Hukuman 20 Tahun Bui Bagi Pembunuh Purnawirawan TNI di Lembang
2 min readBandung (harianjabar.com) – Masa depan Henry Hernando (30) harus dihabiskan di dalam penjara dengan waktu yang lama. Sebab dia bakal menjalani hukuman selama 20 tahun penjara.
Henry merupakan terdakwa kasus pembunuhan seorang pensiunan tentara yakni Letkol TNI Muhammad Mubin. Henry pun divonis penjara 20 tahun karena terbukti melakukan pembunuhan berencana.
Henry hadir secara virtual dari rumah tahanan Lapas Narkotika IIA Jelekong, Kabupaten Bandung.
Vici Valentino yang menjadi majelis hakim ketua, membacakan putusan dalam sidang vonis terhadap Henry. “Menjatuhkan pidana kepada terdakwa penjara selama 20 tahun,” kata Vici.
Henry dijatuhi hukuman 20 tahun penjara lantaran terbukti secara sah melakukan tindakan pembunuhan berencana dan dijerat dengan pasal 340 KUHP tentang pembunuhan berencana.
“Menyatakan Henry Hernando terbukti secara sah dan bersalah melakukan tindak pidana pembunuhan berencana sebagaimana dalam dakwaan premier,” tegasnya.
“Menetapkan masa penahanan yang telah dilakukan terdakwa dari pidana yang dijatuhkan. Menetapkan terdakwa tetap ditahan,” tambahnya.
Dia menambahkan terdapat barang bukti yang dirampas dan dimusnahkan. Kemudian ada juga barang bukti yang dikembalikan.
“Satu unit DVR, Digital Video Recording, satu unit mobil pick up dikembalikan kepada saksi Salim. Membebankan kepada terdakwa biaya perkara sebesar Rp 5 ribu,” ucapnya.
Sidang vonis yang dimulai pada pukul 10.00 WIB hingga 11.30 WIB ini diwarnai aksi teriak-teriak dari pengunjung di akhir persidangan. Pengunjung meneriakkan kata banding.
“Banding, banding, banding,” teriak pengunjung sidang.
Sementara Hotma Agus selaku pengacara Henry menuturkan, bakal mempertimbangkan langkah hukum selanjutnya pascavonis yang diberikan kepada kliennya tersebut.
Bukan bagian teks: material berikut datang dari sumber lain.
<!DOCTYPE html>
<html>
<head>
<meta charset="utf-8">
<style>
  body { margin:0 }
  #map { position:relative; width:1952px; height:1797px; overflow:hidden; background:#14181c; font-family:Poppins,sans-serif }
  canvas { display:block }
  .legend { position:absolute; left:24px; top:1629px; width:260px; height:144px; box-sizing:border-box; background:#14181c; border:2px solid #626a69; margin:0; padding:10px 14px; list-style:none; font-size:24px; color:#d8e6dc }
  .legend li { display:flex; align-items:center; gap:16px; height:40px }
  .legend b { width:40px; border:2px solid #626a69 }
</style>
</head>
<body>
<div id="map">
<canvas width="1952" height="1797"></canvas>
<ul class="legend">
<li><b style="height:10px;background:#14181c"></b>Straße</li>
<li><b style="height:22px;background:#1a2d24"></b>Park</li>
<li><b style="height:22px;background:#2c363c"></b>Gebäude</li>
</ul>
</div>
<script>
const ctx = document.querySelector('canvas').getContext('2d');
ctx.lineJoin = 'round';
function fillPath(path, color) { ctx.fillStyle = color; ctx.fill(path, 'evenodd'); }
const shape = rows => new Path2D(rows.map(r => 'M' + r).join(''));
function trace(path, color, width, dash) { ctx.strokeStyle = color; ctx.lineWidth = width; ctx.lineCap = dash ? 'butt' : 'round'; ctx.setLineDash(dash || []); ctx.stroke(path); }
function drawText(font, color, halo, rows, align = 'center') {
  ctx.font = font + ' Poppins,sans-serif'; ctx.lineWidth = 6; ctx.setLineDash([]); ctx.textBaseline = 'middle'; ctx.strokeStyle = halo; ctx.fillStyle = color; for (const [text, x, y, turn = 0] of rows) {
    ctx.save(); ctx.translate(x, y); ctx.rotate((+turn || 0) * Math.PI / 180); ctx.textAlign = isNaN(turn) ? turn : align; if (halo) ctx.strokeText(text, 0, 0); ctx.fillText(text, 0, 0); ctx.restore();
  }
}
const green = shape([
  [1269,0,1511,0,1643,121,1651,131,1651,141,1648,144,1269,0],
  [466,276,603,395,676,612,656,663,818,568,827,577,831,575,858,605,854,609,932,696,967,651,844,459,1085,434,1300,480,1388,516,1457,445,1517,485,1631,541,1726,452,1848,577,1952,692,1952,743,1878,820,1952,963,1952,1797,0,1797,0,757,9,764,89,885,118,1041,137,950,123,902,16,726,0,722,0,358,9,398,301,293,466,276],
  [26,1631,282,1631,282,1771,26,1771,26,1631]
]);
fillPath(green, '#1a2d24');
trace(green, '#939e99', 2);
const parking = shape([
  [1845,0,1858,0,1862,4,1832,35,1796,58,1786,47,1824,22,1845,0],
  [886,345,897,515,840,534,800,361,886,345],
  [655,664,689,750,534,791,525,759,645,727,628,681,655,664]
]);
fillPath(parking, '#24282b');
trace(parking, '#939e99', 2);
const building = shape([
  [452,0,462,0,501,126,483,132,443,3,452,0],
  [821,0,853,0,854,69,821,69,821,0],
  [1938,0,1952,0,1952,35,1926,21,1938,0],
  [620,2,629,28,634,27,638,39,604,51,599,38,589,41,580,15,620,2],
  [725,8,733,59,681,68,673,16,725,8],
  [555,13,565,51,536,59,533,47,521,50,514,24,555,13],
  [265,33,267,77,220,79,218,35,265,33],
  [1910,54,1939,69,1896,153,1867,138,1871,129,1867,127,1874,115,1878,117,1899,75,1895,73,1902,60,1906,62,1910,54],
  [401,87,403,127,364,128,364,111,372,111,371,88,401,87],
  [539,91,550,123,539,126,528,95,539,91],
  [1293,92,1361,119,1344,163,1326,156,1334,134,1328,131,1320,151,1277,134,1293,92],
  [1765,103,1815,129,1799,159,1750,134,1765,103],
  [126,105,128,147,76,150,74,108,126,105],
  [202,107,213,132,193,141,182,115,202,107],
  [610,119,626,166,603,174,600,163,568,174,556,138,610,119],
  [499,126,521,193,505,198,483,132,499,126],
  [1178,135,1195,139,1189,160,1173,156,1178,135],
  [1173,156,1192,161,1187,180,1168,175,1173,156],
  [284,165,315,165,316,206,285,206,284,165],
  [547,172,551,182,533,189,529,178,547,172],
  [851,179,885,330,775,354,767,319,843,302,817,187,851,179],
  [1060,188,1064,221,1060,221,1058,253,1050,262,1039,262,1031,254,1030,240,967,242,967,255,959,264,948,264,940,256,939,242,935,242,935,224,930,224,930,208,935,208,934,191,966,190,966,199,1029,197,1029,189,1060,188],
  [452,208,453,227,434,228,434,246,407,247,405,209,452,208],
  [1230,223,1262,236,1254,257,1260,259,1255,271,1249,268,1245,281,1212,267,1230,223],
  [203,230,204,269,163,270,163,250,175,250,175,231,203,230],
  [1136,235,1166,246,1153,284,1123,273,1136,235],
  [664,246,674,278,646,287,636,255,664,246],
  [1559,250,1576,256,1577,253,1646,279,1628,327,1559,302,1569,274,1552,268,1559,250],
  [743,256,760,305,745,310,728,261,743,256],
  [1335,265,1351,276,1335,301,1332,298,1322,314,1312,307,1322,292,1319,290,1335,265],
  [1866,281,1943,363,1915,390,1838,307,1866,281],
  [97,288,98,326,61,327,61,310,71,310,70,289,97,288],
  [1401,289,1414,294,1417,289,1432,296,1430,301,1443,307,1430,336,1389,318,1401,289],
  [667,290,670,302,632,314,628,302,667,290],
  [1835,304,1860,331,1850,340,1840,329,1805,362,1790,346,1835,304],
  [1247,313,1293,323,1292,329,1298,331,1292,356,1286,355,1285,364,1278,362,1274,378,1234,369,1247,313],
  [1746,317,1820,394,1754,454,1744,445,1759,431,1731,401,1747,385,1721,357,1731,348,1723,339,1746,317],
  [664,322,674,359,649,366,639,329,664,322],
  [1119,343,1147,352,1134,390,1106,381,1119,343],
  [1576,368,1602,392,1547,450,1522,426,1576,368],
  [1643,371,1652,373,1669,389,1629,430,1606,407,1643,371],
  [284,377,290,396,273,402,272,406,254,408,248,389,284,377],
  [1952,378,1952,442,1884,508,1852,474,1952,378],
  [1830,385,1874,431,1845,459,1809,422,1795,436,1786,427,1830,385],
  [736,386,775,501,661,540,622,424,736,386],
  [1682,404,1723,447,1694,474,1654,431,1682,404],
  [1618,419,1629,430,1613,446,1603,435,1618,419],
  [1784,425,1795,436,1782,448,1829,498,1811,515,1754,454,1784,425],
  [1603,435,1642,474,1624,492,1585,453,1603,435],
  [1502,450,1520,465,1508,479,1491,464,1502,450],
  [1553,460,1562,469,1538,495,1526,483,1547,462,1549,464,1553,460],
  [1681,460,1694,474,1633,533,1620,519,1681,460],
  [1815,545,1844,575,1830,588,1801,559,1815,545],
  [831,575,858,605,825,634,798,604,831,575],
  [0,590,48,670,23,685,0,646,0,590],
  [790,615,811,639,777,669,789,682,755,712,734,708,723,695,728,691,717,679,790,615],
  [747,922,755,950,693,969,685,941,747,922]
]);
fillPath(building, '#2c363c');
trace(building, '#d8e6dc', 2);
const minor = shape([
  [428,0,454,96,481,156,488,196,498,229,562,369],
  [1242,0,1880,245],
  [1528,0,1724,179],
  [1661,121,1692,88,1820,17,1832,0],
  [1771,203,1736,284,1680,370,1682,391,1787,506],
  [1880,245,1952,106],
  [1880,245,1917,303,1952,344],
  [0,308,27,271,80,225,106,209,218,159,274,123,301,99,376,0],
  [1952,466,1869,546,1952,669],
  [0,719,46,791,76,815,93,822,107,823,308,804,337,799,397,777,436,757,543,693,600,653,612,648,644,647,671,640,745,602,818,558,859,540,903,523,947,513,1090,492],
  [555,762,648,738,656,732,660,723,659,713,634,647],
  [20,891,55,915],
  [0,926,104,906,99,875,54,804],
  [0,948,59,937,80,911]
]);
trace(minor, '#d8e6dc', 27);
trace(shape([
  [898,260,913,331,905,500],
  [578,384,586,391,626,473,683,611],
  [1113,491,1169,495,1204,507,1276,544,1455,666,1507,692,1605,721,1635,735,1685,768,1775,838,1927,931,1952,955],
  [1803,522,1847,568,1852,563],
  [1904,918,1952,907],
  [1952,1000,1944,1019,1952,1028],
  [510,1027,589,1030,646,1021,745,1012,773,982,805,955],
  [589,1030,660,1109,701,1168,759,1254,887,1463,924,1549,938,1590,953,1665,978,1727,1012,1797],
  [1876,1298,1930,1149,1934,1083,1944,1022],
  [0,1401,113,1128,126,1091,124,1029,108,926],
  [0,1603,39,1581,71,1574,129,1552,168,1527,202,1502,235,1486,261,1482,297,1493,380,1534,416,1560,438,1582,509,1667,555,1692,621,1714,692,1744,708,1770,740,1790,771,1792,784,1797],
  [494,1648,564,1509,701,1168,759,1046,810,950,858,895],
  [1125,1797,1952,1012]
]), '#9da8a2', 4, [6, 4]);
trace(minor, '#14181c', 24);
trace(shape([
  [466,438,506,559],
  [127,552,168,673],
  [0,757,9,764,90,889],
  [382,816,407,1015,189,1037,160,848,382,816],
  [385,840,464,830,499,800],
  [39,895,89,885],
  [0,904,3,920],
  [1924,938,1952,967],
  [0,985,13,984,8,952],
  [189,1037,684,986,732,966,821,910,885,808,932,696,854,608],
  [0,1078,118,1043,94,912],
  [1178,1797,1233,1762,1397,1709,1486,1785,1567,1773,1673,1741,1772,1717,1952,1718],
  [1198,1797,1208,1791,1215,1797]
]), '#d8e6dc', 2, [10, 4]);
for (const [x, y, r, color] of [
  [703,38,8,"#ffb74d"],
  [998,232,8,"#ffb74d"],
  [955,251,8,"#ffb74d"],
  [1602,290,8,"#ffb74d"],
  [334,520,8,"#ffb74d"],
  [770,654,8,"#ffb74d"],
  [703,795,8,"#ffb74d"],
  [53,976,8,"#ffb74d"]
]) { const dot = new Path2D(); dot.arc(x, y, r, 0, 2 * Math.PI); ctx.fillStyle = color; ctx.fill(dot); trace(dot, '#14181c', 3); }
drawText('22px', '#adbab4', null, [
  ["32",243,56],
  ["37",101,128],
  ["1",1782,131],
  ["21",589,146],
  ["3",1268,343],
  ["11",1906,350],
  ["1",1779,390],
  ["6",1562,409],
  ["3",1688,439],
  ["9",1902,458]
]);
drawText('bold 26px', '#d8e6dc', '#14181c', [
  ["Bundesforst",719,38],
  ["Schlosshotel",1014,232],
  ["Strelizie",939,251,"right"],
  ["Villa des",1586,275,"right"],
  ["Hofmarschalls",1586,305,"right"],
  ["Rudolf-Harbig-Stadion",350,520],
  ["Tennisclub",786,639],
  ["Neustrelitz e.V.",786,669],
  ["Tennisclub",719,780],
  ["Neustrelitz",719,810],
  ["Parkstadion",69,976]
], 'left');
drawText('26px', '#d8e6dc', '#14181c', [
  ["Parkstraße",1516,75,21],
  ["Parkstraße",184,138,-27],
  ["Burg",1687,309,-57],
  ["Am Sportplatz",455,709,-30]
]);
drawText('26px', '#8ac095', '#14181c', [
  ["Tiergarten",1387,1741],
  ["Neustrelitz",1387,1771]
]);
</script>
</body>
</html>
Meski sudah dijatuhi vonis yang cukup lama, namum kuasa hukum korban mengaku kecewa dengan hasil putusan yang diberikan hakim PN Bale Bandung.
“Sungguh sangat kecewa hari ini. Awalnya memang kita di kecewakan dengan keterangan yang diberikan oleh pihak kepolisian maupun dari pihak berwenang lain. Menurut kami rasa keadilan tidak akan di dapat. Tapi kemudian itu terbantahkan dengan adanya pernyataan yang disampaikan oleh jaksa. Saat itu sangat mewakili perasaan kami sebagai keluarga korban, tentunya rasa keadilan,” kata Muchtar.
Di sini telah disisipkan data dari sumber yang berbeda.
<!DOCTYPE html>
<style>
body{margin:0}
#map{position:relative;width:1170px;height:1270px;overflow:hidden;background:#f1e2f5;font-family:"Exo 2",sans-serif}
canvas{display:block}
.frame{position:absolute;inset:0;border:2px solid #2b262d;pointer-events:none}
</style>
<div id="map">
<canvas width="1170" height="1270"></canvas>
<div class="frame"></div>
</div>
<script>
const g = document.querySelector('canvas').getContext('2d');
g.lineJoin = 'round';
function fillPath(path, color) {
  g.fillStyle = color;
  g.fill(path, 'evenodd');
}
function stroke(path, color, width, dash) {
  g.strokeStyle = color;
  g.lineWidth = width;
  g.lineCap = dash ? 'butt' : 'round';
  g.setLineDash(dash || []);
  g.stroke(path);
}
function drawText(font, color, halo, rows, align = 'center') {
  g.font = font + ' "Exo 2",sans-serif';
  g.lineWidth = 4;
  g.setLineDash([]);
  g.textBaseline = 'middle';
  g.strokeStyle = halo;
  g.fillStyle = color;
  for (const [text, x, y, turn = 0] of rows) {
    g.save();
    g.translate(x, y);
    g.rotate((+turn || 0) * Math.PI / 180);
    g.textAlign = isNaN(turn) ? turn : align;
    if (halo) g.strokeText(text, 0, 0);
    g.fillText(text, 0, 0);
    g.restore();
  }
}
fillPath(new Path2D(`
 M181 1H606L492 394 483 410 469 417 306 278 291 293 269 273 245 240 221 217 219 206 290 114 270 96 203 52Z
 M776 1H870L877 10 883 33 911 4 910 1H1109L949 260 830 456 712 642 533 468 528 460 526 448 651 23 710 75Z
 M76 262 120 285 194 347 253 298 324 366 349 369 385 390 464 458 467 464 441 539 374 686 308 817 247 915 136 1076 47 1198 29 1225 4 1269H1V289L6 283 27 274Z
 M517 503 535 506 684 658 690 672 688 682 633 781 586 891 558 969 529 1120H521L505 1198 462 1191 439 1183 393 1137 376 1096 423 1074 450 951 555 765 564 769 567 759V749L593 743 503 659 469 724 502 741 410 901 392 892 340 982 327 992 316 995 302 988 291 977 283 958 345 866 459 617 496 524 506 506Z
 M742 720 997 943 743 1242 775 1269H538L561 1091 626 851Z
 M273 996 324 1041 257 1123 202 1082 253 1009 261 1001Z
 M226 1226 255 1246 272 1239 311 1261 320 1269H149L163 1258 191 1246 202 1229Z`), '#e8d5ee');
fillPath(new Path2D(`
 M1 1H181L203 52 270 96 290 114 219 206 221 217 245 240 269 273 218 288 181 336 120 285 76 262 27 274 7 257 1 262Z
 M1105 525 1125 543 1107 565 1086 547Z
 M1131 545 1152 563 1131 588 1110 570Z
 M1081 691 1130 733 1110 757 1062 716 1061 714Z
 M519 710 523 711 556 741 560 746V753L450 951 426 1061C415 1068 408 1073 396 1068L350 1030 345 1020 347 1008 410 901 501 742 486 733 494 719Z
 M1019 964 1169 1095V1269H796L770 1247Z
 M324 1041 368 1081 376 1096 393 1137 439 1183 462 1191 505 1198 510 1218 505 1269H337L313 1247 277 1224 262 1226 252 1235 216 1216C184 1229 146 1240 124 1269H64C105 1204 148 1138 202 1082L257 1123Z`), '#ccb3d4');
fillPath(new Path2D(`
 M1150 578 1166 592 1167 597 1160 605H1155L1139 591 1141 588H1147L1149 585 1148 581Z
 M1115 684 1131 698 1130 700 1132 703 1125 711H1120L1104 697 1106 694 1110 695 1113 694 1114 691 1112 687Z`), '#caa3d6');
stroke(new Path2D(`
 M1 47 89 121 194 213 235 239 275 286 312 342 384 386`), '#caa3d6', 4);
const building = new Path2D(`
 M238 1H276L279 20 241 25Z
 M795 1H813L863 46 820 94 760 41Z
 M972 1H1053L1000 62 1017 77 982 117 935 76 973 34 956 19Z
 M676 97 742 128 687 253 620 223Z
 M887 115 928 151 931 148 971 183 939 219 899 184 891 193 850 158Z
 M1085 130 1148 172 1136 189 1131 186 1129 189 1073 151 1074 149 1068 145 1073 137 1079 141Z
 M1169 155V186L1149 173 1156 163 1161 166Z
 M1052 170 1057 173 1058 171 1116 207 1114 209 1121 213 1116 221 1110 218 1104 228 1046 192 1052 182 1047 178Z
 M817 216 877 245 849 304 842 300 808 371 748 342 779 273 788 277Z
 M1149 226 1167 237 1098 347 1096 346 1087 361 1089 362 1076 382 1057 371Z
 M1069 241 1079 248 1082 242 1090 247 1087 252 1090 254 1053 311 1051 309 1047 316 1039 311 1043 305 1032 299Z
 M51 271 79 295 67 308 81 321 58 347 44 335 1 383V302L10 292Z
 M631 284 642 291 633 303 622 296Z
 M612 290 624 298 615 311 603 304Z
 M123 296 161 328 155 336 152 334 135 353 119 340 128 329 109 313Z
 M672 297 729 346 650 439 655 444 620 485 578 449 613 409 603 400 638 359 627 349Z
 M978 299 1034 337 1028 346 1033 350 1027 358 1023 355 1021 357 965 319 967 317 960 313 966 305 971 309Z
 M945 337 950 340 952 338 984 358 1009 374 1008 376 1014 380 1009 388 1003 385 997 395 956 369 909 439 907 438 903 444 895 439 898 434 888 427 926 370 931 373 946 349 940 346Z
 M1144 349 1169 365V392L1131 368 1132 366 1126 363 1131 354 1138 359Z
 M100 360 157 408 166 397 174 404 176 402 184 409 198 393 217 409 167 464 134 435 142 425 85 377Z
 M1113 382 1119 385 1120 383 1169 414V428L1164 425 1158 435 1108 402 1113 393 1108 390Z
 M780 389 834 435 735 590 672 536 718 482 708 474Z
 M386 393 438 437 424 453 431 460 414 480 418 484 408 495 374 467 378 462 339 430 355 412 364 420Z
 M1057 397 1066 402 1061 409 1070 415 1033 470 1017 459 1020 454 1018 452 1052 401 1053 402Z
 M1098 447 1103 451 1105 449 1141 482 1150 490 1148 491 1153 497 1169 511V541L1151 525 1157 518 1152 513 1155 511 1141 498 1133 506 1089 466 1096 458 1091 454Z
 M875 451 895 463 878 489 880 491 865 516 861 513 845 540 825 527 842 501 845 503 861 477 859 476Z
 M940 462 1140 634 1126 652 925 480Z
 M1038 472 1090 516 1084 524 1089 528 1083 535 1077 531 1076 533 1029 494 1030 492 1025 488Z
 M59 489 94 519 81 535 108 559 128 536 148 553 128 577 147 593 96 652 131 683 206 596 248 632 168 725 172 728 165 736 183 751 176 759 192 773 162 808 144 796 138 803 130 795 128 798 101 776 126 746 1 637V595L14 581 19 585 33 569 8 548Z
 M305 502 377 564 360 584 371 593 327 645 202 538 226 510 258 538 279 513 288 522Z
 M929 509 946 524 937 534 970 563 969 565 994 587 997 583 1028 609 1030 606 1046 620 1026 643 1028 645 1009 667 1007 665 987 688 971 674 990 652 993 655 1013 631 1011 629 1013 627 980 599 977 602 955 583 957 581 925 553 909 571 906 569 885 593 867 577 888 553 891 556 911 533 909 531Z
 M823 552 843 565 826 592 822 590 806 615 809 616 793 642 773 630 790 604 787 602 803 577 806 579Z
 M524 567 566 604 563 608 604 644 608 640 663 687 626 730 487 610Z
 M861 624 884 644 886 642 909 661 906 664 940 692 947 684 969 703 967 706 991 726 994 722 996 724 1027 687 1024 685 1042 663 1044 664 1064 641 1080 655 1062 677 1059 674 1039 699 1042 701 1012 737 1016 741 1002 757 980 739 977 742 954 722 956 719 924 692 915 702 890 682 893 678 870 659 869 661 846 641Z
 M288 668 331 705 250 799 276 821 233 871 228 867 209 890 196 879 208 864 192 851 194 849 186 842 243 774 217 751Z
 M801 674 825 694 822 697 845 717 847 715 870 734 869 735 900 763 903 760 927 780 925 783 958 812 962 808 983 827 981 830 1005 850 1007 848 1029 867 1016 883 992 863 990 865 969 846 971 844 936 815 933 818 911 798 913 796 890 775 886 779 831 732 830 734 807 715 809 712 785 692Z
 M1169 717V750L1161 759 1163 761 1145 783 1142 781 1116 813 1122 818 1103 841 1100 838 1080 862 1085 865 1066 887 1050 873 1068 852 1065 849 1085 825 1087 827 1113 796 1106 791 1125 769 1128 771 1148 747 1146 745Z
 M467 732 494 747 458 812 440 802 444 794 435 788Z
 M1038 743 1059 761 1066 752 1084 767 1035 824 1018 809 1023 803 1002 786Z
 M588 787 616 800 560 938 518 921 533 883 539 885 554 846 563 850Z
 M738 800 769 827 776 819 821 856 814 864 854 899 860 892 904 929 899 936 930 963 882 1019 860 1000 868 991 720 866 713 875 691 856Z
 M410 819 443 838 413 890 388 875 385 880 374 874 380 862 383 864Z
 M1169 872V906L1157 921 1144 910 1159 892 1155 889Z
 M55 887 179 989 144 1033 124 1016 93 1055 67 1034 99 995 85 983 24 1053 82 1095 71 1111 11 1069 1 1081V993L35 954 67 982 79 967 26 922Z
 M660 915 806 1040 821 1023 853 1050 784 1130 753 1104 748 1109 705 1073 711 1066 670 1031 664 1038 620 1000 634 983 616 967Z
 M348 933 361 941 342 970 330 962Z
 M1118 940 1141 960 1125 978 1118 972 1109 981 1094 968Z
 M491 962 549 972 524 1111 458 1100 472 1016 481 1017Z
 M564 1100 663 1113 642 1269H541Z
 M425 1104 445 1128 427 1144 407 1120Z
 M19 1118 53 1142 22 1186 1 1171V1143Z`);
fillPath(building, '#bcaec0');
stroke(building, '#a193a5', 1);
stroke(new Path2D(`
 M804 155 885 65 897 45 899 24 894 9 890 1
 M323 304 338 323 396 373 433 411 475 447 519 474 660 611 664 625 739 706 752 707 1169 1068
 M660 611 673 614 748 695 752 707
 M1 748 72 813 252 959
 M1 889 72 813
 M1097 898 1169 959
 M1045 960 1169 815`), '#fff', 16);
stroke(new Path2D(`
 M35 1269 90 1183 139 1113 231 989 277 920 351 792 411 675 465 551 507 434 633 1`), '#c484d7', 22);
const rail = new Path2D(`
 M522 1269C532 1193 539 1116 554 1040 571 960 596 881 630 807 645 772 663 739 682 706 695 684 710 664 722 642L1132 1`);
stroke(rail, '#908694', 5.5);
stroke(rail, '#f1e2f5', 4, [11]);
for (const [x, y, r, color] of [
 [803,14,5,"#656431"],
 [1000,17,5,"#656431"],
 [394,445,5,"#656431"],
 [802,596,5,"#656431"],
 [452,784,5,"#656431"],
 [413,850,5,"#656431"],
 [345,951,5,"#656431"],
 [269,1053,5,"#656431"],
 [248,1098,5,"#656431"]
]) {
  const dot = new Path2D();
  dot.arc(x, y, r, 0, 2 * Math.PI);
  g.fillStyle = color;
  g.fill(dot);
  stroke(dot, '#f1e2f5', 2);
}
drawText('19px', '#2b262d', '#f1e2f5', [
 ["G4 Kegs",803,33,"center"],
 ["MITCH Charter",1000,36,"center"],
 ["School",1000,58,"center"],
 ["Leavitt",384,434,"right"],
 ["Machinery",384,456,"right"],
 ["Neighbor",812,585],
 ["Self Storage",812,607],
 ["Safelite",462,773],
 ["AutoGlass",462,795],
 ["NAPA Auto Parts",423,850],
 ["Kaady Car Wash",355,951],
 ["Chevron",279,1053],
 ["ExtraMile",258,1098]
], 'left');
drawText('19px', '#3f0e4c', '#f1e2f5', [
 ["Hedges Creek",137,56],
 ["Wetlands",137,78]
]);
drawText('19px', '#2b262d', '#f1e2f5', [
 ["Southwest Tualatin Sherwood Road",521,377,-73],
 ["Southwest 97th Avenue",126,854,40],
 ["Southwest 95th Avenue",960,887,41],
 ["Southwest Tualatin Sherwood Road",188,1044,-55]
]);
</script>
Menurutnya putusan kali ini adalah anti klimaks. Padahal jaksa penuntut umum awalnya mengharapkan agar terdakwa bisa diberi ganjaran setimpal, yakni hukuman mati.
“Ternyata hari ini terjadi anti klimaks. Jaksa sudah bertahan dengan hukuman mati. Pertama di tuntutan, kedua di replik. Tetapi yang saya lihat hari ini ada dissenting opinion yang disampaikan salah satu hakim. Ini yang membuat kecewa, rupa-rupanya majelis lebih mengedepankan itu,” bebernya.
Dia menegaskan saat ini akan melakukan upaya hukum banding. Sehingga dirinya akan mendorong ke tim JPU.
“Kami sebagai tim kuasa hukum sudah mendelegasikan kepada kejaksaan. Oleh karena itu upaya kami yang terakhir adalah mendorong jaksa supaya ini banding. Jadi harus banding ini,” pungkasnya.